Today, I’m going to give you a little hosta background – some history and some science.  And I’m going to lay some dos and don’ts on you for using them in your own garden (brought directly to you, as always, courtesy of the myriad mistakes I’ve made, and some of the happy accidents and inadvertent triumphs I’ve experienced, in my garden). 

So here you go.  Here’s what you need to know in order to green up your garden with hostas.

Green up your garden with hostas!
Hosta 'Abiqua Drinking Gourd.' I've got four of these large hostas growing in the shady sections of my garden. Dark green , leathery leaves benefit from a bit of shade.
Green up your garden with hostas!
The appropriately named "Mini Skirt' is indeed a miniature hosta. It grows only about 5" tall and 12-13" wide. Its green/buttery yellow variegated foliage may make it a bit more tolerant of prolonged sun exposure than darker green, blue, or blue/green varieties. Incredibly, I've got ten of them growing in a "full sun" location .

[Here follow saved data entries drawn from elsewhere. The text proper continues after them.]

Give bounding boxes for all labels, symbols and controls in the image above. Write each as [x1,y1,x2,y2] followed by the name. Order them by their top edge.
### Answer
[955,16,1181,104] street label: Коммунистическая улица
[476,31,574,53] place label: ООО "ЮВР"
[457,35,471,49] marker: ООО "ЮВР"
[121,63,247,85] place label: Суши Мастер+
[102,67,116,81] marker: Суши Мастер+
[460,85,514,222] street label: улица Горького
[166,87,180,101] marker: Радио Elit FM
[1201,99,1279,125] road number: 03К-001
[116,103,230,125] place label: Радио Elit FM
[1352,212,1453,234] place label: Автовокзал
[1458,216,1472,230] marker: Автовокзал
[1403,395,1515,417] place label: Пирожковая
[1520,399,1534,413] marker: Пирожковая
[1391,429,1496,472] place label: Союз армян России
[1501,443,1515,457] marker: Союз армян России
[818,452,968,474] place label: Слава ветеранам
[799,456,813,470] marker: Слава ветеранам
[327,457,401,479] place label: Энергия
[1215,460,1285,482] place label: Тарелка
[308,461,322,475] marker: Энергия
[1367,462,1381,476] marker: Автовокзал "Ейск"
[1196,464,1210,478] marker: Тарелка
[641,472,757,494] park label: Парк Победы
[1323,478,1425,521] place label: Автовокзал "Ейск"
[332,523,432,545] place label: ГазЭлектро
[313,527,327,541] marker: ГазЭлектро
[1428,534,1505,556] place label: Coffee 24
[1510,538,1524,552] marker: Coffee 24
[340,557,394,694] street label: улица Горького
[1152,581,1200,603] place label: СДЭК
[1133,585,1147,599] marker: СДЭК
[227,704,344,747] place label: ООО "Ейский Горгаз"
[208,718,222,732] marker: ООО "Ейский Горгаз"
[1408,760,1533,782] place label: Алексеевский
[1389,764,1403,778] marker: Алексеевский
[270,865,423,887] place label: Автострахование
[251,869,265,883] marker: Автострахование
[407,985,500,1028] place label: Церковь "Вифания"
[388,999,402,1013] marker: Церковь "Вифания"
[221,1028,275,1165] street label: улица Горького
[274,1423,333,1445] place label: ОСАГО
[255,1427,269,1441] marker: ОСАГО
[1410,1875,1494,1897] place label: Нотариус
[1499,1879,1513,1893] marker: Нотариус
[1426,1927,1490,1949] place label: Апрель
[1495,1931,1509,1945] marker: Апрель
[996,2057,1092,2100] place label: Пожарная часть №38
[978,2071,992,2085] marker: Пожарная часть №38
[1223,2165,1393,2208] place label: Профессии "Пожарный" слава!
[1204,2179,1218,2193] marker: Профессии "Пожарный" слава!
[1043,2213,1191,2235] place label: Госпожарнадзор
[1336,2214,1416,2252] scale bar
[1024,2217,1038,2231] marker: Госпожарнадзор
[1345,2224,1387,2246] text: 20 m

Hosta Character: What They're All About and Why They're So Good at What They Do

Classification.  Hostas, also known as plantain lilies, are a genus of super-hardy, herbaceous perennial plants belonging to the Asparagaceae family.  The genus, Hosta, is made up of as many as 45 different species.  Since all of these species have the same chromosome number, hybridization within the Hosta genus is possible.  Among the approximately 45 hosta species, hybridization has resulted in over 6,000 different registered hosta varieties to date, and possibly over 6,000 more which remained unregistered.  With over 12,000 existing hosta varieties, it’s pretty safe to say that there’s a hosta out there for everyone.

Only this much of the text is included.